Oliver Evans was born near Newport, Del. He was apprenticed to a wagon maker. About the age of 21 he began work on his first important invention: a machine to make the cards with which wool was brushed preparatory to spinning. In 1780 he married and joined his brothers in a flour milling business near Wilmington, Del., the center of that industry. Within 5 years he had made spectacular improvements in the ancient design of flour mills; these remained standard for a century.
Previously flour mills had required an enormous amount of difficult hand labor, and the flour was often dirty as a result. By harnessing the energy of the water-wheel to move the grain and flour both horizontally and vertically through the mill, Evans reduced the hand labor and improved the product's cleanliness. Although he patented his improvements, he had great difficulty in enforcing his legal rights to the invention. Soon after making these improvements, he moved to Philadelphia and established a manufactory of mill equipment.
Evans then turned to a problem which had long interested him: the production and harnessing of steam power. James Watt's low-pressure engine had been introduced into America by 1802, when Evans began to operate his first high-pressure engine. In the Watt engine, steam was condensed in the cylinder, creating a vacuum so that atmospheric pressure pushed the piston down. In Evans's new engine (which was independently invented in England at the same time) the steam was introduced into the cylinder under high pressure and used to push the piston down directly. In 1804 Evans built a steam-powered amphibious vehicle, but his hopes to introduce steam vehicles on common roads were not realized. However, his high-pressure engines soon became standard for American mills, railroads, and steamboats.
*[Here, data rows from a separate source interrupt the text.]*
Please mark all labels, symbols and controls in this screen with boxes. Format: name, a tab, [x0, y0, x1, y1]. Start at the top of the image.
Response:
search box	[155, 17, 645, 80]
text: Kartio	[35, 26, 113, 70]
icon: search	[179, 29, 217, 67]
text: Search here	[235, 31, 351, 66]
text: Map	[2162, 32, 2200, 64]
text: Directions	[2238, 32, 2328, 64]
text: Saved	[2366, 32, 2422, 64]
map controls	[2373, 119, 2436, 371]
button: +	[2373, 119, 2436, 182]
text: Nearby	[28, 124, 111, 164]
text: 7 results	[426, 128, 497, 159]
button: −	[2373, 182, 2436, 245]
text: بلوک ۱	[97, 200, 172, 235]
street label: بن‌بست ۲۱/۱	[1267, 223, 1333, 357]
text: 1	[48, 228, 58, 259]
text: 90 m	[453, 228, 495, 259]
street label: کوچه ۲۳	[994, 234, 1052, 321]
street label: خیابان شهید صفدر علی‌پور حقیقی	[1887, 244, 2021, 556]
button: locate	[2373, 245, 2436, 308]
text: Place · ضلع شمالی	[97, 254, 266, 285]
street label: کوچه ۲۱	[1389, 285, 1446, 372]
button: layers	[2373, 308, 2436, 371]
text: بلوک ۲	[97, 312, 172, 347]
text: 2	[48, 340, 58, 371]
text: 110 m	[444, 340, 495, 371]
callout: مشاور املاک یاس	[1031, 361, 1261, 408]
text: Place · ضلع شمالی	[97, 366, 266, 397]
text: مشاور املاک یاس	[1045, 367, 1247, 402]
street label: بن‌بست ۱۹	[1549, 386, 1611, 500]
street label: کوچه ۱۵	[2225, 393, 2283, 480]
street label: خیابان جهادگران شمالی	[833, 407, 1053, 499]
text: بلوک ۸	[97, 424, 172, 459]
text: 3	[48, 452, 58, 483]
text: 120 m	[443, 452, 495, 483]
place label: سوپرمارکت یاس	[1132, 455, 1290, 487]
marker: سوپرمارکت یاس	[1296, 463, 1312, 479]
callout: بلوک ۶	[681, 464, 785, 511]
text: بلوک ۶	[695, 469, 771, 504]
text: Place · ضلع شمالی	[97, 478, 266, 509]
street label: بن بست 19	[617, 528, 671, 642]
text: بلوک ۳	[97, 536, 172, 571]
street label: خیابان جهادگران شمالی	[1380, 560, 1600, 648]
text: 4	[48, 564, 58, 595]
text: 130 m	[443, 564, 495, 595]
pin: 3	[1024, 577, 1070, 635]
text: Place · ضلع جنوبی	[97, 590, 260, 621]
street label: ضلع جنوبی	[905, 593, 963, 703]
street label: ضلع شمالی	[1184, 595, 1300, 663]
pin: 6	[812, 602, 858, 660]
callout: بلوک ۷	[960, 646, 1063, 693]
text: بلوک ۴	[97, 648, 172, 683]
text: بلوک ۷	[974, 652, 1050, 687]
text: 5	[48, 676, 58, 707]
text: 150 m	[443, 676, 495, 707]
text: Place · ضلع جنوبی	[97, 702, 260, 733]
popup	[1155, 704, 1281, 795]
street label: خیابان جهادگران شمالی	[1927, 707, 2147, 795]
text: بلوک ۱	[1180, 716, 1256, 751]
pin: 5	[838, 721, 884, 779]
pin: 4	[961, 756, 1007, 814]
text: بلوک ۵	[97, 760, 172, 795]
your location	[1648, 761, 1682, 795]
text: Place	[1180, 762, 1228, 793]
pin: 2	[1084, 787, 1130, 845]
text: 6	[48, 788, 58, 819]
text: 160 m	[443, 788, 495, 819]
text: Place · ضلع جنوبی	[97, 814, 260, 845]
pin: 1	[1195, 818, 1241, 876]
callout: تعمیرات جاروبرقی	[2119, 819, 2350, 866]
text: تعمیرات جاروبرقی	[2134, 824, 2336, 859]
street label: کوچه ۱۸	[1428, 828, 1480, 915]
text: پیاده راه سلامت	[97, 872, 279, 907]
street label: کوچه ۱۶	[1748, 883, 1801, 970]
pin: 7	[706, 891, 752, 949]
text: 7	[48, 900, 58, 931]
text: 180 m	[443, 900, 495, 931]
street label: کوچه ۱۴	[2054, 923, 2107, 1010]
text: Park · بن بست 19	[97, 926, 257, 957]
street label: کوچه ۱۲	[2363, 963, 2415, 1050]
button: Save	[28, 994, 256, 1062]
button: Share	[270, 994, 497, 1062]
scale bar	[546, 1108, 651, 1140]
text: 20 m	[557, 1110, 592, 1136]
By the time Evans died in 1819, his large iron foundries in Philadelphia and Pittsburgh were turning out quantities of steam engines, mill equipment, and other types of ironwork. His two books, The Young Mill-Wright and Miller's Guide (1795) and The Abortion of the Young Steam Engineer's Guide (1805), were America's earliest handbooks on those subjects.
The only full-length biography of Evans is Greville and Dorothy Bathe, Oliver Evans: A Chronicle of Early American Engineering (1935). The story of steam engineering in America during Evans's time is told by Carroll W. Pursell, Jr., Early Stationary Steam Engines in America: A Study in the Migration of a Technology (1969). An old but still useful book on flour milling is Charles Byron Kuhlmann, The Development of the Flour-Milling Industry in the United States (1929).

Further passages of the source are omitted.